Exercise
Set down all of the entries below word for word, with the pictures left out.

Saved entries
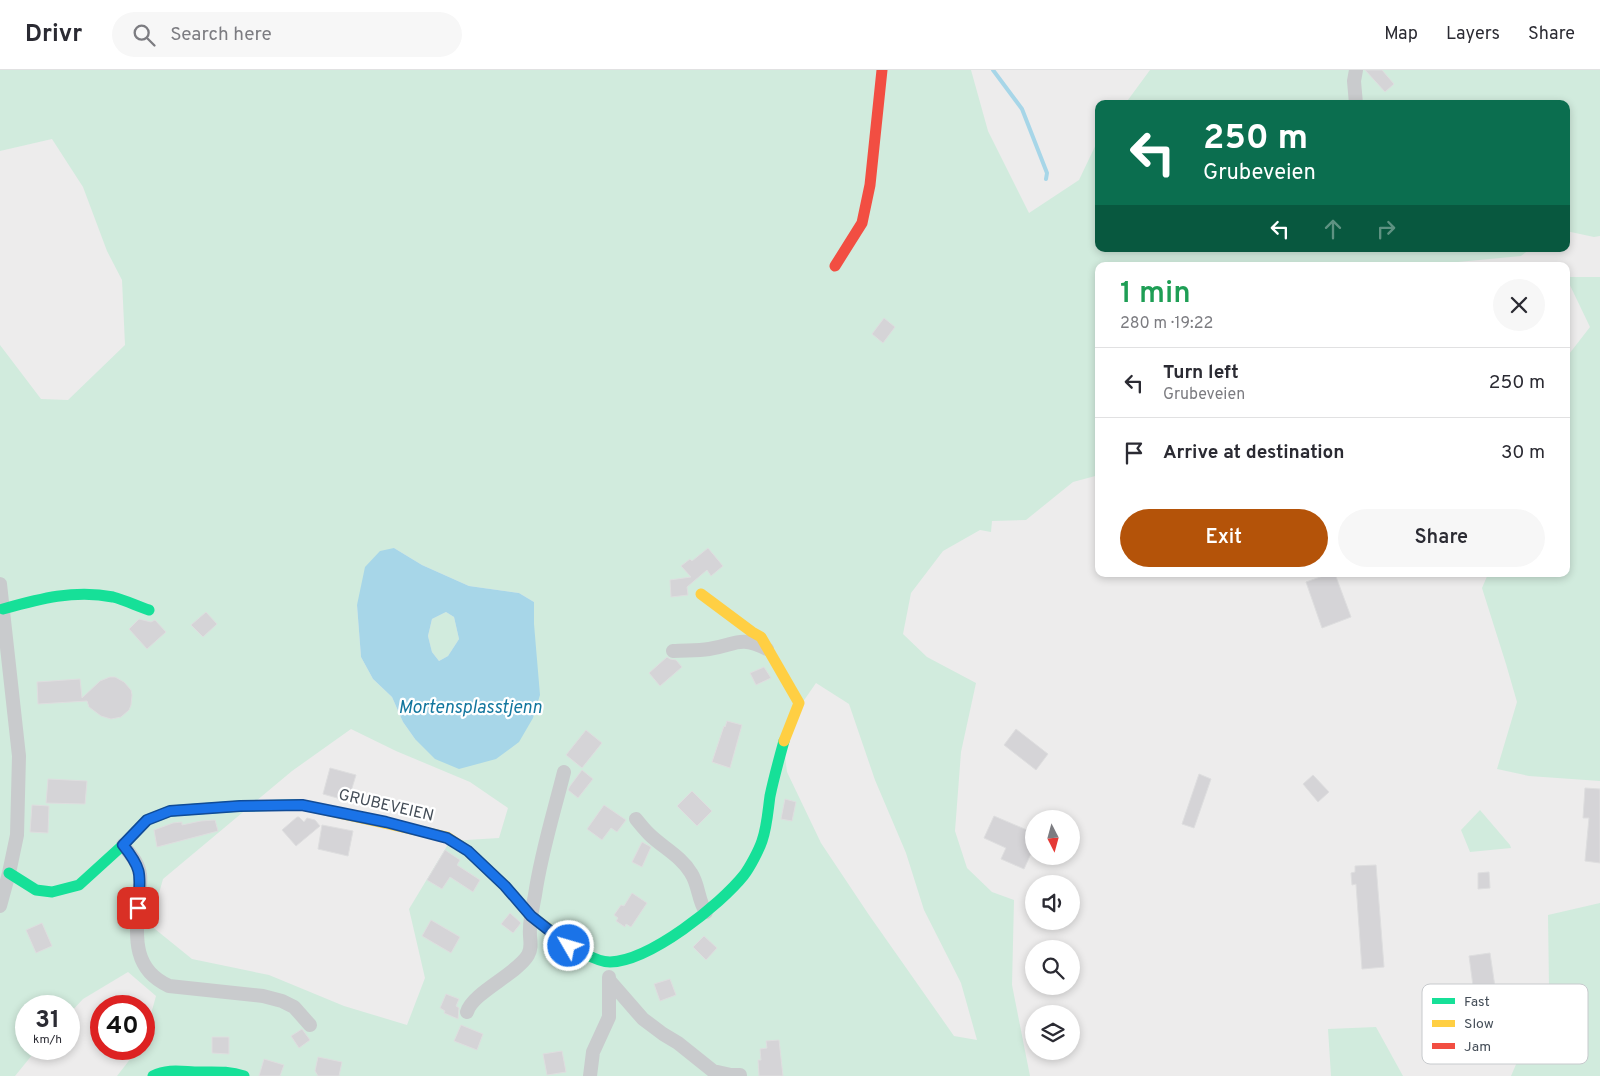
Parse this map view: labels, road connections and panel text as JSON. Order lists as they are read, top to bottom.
{
  "streets": {
    "street": ["GRUBEVEIEN"]
  },
  "water": ["Mortensplasstjenn"],
  "legend": ["Fast", "Slow", "Jam"],
  "north": "bottom",
  "page": {
    "header": "Drivr",
    "search": "Search here",
    "nav": ["Map", "Layers", "Share"],
    "turn": ["250 m", "Grubeveien"],
    "heading": ["1 min", "280 m · 19:22"],
    "list": [
      {
        "name": "Turn left",
        "note": "Grubeveien",
        "value": "250 m"
      },
      {
        "name": "Arrive at destination",
        "value": "30 m"
      }
    ],
    "buttons": ["Exit", "Share"],
    "speed": "31 km/h",
    "limit": "40"
  }
}
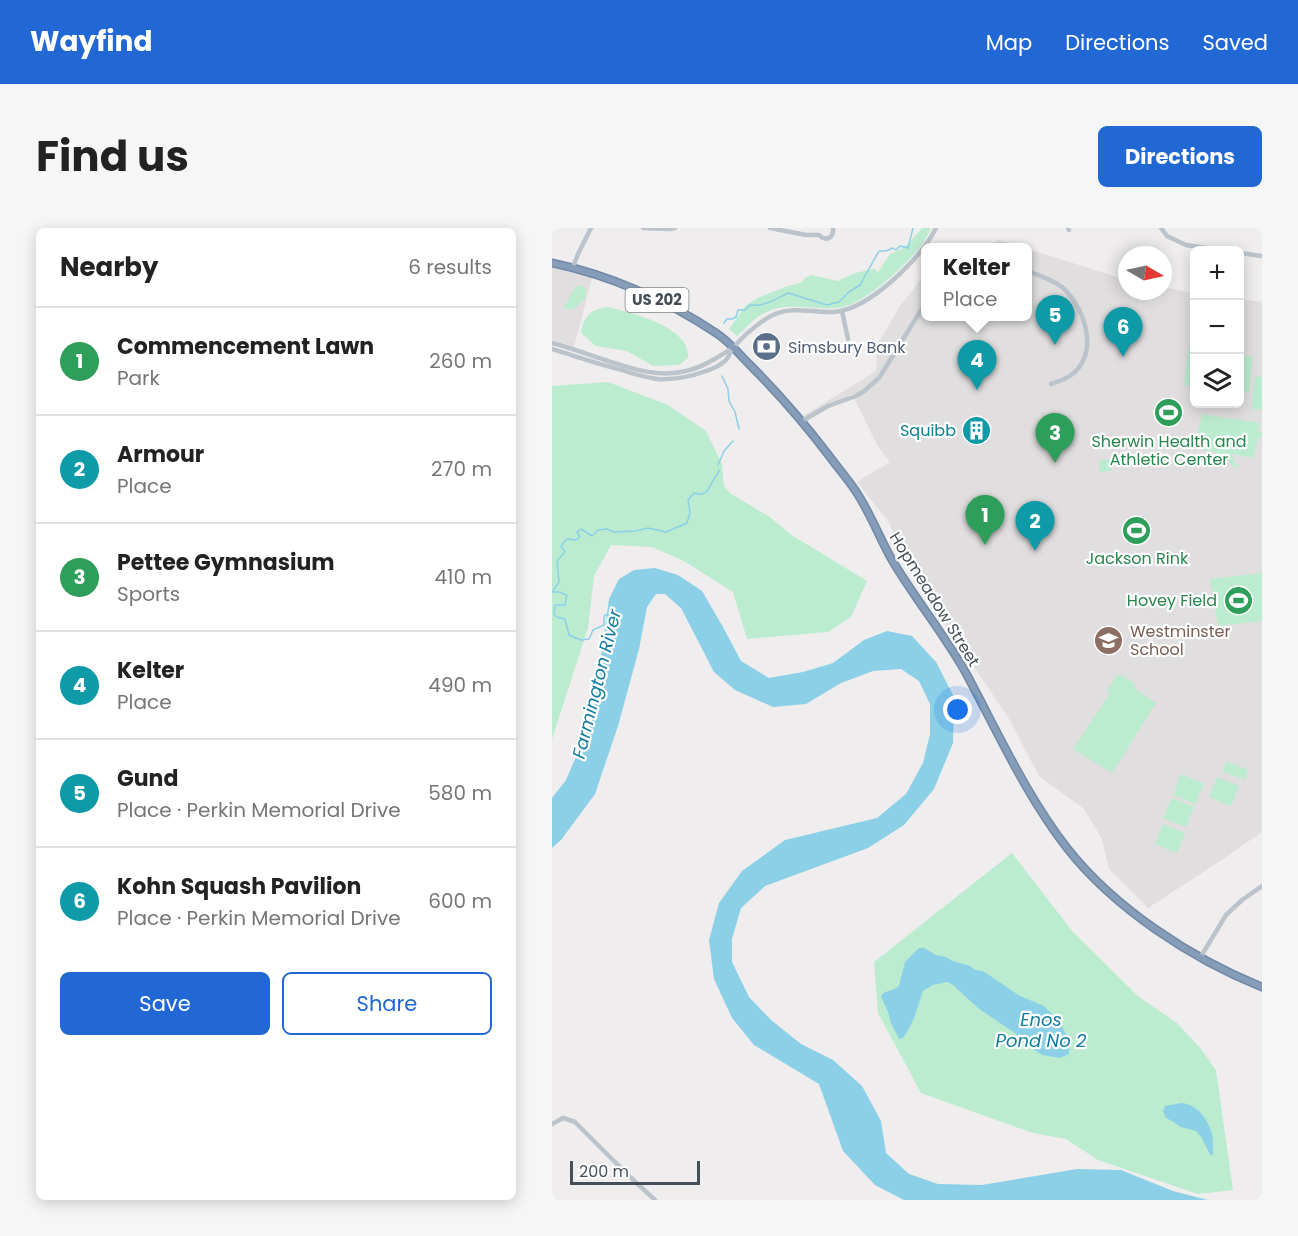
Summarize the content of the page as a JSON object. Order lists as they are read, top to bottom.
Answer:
{
  "streets": {
    "highway": ["US 202", "Hopmeadow Street"]
  },
  "water": ["Farmington River", "Enos Pond No 2"],
  "places": {
    "bank": ["Simsbury Bank"],
    "sports": ["Sherwin Health and Athletic Center", "Jackson Rink", "Hovey Field"],
    "building": ["Squibb"],
    "school or university": ["Westminster School"]
  },
  "scale_bar": "200 m",
  "north": "right",
  "page": {
    "header": "Wayfind",
    "nav": ["Map", "Directions", "Saved"],
    "title": "Find us",
    "buttons": [
      "Directions",
      ["Save", "Share"]
    ],
    "heading": ["Nearby", "6 results"],
    "popup": ["Kelter", "Place"],
    "map_buttons": ["+", "−"],
    "pins": [
      "5",
      "6",
      "4",
      "3",
      "1",
      "2"
    ],
    "list": [
      {
        "mark": "1",
        "name": "Commencement Lawn",
        "note": "Park",
        "value": "260 m"
      },
      {
        "mark": "2",
        "name": "Armour",
        "note": "Place",
        "value": "270 m"
      },
      {
        "mark": "3",
        "name": "Pettee Gymnasium",
        "note": "Sports",
        "value": "410 m"
      },
      {
        "mark": "4",
        "name": "Kelter",
        "note": "Place",
        "value": "490 m"
      },
      {
        "mark": "5",
        "name": "Gund",
        "note": "Place · Perkin Memorial Drive",
        "value": "580 m"
      },
      {
        "mark": "6",
        "name": "Kohn Squash Pavilion",
        "note": "Place · Perkin Memorial Drive",
        "value": "600 m"
      }
    ],
    "scale": "200 m"
  }
}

Solution to this task
Parse this map view: labels, road connections and panel text as JSON. Order lists as they are read, top to bottom.
{
  "streets": {
    "street": ["GRUBEVEIEN"]
  },
  "water": ["Mortensplasstjenn"],
  "legend": ["Fast", "Slow", "Jam"],
  "north": "bottom",
  "page": {
    "header": "Drivr",
    "search": "Search here",
    "nav": ["Map", "Layers", "Share"],
    "turn": ["250 m", "Grubeveien"],
    "heading": ["1 min", "280 m · 19:22"],
    "list": [
      {
        "name": "Turn left",
        "note": "Grubeveien",
        "value": "250 m"
      },
      {
        "name": "Arrive at destination",
        "value": "30 m"
      }
    ],
    "buttons": ["Exit", "Share"],
    "speed": "31 km/h",
    "limit": "40"
  }
}
Summarize the content of the page as a JSON object. Order lists as they are read, top to bottom.
Answer:
{
  "streets": {
    "highway": ["US 202", "Hopmeadow Street"]
  },
  "water": ["Farmington River", "Enos Pond No 2"],
  "places": {
    "bank": ["Simsbury Bank"],
    "sports": ["Sherwin Health and Athletic Center", "Jackson Rink", "Hovey Field"],
    "building": ["Squibb"],
    "school or university": ["Westminster School"]
  },
  "scale_bar": "200 m",
  "north": "right",
  "page": {
    "header": "Wayfind",
    "nav": ["Map", "Directions", "Saved"],
    "title": "Find us",
    "buttons": [
      "Directions",
      ["Save", "Share"]
    ],
    "heading": ["Nearby", "6 results"],
    "popup": ["Kelter", "Place"],
    "map_buttons": ["+", "−"],
    "pins": [
      "5",
      "6",
      "4",
      "3",
      "1",
      "2"
    ],
    "list": [
      {
        "mark": "1",
        "name": "Commencement Lawn",
        "note": "Park",
        "value": "260 m"
      },
      {
        "mark": "2",
        "name": "Armour",
        "note": "Place",
        "value": "270 m"
      },
      {
        "mark": "3",
        "name": "Pettee Gymnasium",
        "note": "Sports",
        "value": "410 m"
      },
      {
        "mark": "4",
        "name": "Kelter",
        "note": "Place",
        "value": "490 m"
      },
      {
        "mark": "5",
        "name": "Gund",
        "note": "Place · Perkin Memorial Drive",
        "value": "580 m"
      },
      {
        "mark": "6",
        "name": "Kohn Squash Pavilion",
        "note": "Place · Perkin Memorial Drive",
        "value": "600 m"
      }
    ],
    "scale": "200 m"
  }
}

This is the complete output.